Instructions to follow:
The records below must be repeated exactly, but without their pictures.

Start of Source material

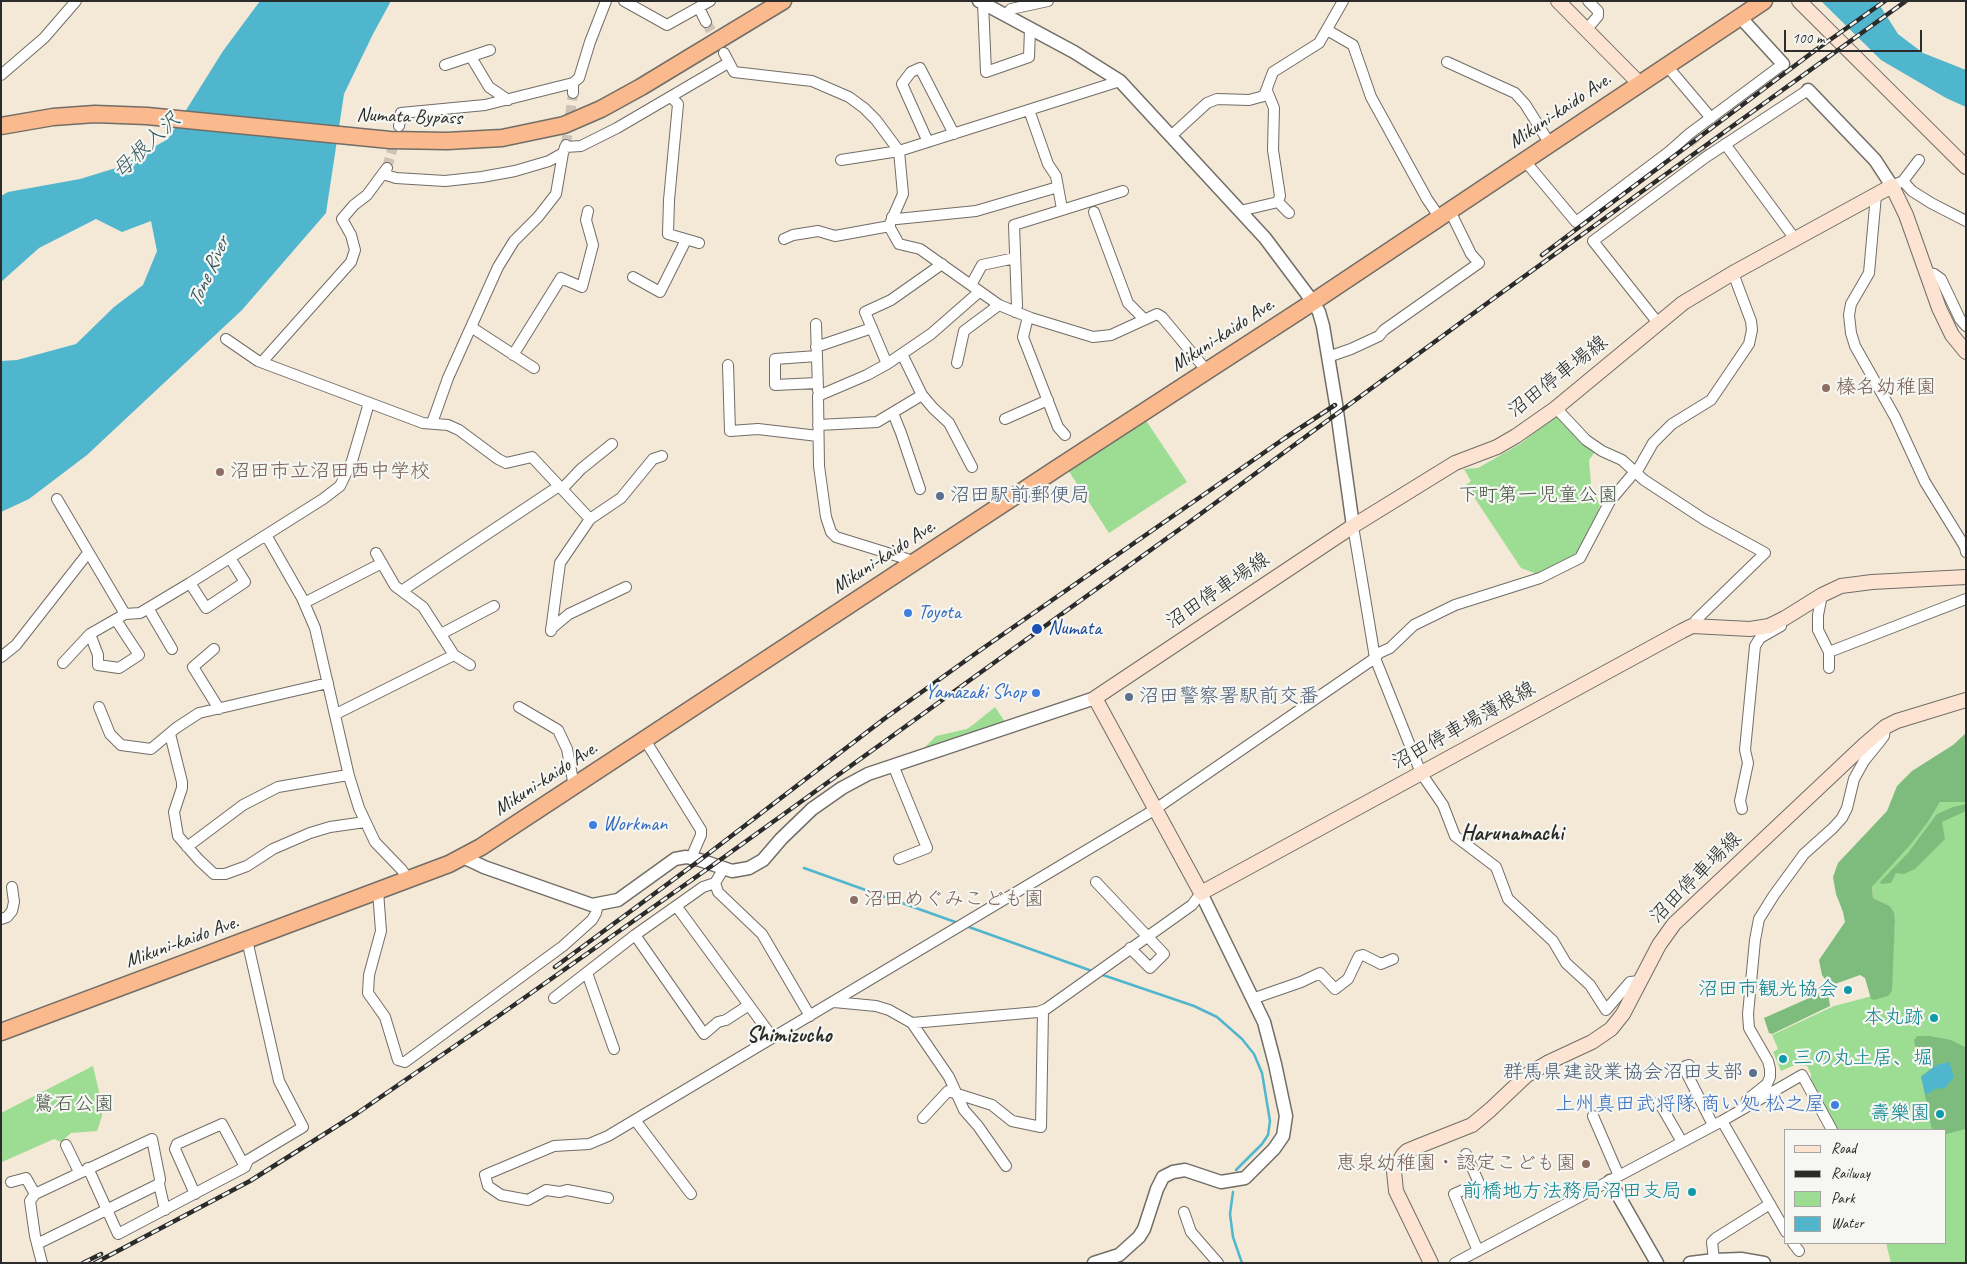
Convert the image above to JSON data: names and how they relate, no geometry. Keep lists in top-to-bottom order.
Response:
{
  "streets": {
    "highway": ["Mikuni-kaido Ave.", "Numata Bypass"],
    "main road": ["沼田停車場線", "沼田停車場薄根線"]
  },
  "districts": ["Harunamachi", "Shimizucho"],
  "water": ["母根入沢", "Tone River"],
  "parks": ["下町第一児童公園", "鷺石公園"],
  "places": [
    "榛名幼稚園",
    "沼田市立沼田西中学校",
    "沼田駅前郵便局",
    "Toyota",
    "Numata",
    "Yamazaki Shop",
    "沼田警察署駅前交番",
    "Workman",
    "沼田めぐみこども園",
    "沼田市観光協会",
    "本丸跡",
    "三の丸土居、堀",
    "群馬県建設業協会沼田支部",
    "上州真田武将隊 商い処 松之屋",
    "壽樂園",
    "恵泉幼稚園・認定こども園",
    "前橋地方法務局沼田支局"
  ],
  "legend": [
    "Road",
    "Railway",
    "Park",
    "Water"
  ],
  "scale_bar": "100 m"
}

End of Source material

Exercise result:
Convert the image above to JSON data: names and how they relate, no geometry. Keep lists in top-to-bottom order.
Response:
{
  "streets": {
    "highway": ["Mikuni-kaido Ave.", "Numata Bypass"],
    "main road": ["沼田停車場線", "沼田停車場薄根線"]
  },
  "districts": ["Harunamachi", "Shimizucho"],
  "water": ["母根入沢", "Tone River"],
  "parks": ["下町第一児童公園", "鷺石公園"],
  "places": [
    "榛名幼稚園",
    "沼田市立沼田西中学校",
    "沼田駅前郵便局",
    "Toyota",
    "Numata",
    "Yamazaki Shop",
    "沼田警察署駅前交番",
    "Workman",
    "沼田めぐみこども園",
    "沼田市観光協会",
    "本丸跡",
    "三の丸土居、堀",
    "群馬県建設業協会沼田支部",
    "上州真田武将隊 商い処 松之屋",
    "壽樂園",
    "恵泉幼稚園・認定こども園",
    "前橋地方法務局沼田支局"
  ],
  "legend": [
    "Road",
    "Railway",
    "Park",
    "Water"
  ],
  "scale_bar": "100 m"
}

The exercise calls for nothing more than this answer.